Of course it’s easier said than done if your job title is contracts manager and the job is for an in-house legal counsel, because when the company you have applied to asks for a reference from the firm you have been working for, then chances are it’ll come back to say that you have been a contracts manager. However, the risks of this are outweighed by the fact that the job descriptions are really quite interchangeable in most settings and if you do not use the same terminology then it’s possible that you may not even get to the stage where anyone is asking for your references.

Misleading = Bad Idea

We would normally advocate being very careful not to mislead anybody or state an untruth on a CV or job application, but to just be flexible with the way you describe your role. For example, you could include the terms ‘commercial contracts’ alongside your description of yourself as legal counsel, so for example you could state your job title as legal counsel (commercial contracts manager), or commercial contracts manager (in-house legal counsel).

There are so many different job titles now that essentially describe the same thing, that some employers are quite aware that the work you do as a commercial contracts manager if you are a qualified solicitor is going to be very similar to if you were an in-house legal counsel working on commercial contracts, if not exactly the same.
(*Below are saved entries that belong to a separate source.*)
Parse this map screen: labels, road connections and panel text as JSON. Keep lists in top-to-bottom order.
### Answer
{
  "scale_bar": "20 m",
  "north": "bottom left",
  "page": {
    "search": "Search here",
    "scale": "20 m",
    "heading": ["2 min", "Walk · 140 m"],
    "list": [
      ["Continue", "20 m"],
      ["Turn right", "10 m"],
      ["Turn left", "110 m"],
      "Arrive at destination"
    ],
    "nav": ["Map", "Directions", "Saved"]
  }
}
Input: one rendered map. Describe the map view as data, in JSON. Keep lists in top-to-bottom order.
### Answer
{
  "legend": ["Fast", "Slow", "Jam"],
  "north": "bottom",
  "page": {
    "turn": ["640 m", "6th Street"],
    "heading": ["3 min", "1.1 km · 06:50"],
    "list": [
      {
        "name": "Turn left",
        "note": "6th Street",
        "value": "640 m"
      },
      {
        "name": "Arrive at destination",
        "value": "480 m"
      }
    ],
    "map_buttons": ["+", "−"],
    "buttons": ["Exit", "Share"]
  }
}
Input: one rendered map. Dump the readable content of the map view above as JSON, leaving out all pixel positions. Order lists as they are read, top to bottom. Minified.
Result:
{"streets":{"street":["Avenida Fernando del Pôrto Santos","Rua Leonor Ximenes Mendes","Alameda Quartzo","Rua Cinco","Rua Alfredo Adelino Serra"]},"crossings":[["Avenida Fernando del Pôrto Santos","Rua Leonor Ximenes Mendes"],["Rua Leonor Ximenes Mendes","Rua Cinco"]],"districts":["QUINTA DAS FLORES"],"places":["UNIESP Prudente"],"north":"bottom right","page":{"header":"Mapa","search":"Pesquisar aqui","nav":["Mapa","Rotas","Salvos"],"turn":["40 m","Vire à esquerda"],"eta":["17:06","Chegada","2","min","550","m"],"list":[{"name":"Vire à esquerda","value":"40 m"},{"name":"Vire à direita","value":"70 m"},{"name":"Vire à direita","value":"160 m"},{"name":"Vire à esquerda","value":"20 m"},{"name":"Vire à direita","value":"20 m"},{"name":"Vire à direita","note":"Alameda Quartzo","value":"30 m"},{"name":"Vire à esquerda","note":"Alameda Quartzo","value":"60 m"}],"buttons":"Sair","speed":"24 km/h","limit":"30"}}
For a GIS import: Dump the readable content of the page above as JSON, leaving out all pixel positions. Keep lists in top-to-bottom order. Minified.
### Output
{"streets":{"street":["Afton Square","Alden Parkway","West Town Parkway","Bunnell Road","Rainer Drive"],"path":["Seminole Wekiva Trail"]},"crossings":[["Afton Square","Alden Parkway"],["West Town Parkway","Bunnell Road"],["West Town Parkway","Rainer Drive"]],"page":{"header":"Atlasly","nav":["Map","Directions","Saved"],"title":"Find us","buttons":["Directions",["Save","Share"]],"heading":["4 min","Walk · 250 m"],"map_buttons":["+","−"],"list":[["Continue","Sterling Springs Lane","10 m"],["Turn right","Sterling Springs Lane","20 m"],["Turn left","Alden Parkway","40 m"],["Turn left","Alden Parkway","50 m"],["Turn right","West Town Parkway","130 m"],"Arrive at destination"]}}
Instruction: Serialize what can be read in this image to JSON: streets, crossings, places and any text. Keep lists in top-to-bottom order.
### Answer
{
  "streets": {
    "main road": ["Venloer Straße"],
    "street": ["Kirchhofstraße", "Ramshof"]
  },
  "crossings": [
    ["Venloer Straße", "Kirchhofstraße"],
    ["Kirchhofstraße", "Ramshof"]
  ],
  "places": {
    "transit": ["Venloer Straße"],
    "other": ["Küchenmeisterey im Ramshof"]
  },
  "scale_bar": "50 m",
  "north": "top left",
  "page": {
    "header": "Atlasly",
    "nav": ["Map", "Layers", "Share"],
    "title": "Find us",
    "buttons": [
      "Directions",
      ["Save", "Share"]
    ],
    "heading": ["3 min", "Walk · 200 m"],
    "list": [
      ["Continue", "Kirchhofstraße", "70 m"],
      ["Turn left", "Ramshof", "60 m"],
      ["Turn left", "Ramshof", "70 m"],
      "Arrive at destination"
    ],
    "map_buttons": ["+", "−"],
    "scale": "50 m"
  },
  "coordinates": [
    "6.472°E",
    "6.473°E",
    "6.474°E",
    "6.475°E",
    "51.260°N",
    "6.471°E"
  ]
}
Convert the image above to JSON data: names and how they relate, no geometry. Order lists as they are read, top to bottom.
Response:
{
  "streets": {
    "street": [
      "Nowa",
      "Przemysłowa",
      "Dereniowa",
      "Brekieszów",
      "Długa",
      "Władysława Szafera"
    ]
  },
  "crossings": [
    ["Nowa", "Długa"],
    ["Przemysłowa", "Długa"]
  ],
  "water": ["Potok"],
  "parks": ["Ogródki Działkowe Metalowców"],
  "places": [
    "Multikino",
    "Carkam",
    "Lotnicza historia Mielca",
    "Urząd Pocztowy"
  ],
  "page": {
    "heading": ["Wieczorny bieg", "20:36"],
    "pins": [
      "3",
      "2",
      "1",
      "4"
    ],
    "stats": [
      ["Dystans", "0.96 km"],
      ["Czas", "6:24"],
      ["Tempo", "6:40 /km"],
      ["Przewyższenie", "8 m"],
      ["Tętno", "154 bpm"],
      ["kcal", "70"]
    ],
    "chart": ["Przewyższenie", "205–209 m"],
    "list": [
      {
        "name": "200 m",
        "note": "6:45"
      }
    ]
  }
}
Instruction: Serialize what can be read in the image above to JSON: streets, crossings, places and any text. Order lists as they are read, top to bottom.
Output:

Our advice would be not to get too caught up with the job titles, but to try and instead concentrate on your experience and tailoring it to the job you are applying for. We get a lot of job applications from in-house counsel who send us off generic lists of work they have done without actually thinking about the role they’re going for. So many are unsuccessful because although they probably have the experience, their CVs don’t reflect the experience that the company who are recruiting are looking for, and without this detail then recruiters don’t tend to put them forward and HR departments don’t tend to recruit.

Final Note

One of the problems with in house legal recruitment is that very often it’s done by non-qualified lawyers who don’t really understand the work being done by commercial contracts lawyer or in-house legal counsel, so are looking for key words instead of looking at the actual experience in the round. NB I have to confess that sometimes I pick up legal CVs and don’t actually have a clue what the person applying for the role does even though I’m a qualified solicitor!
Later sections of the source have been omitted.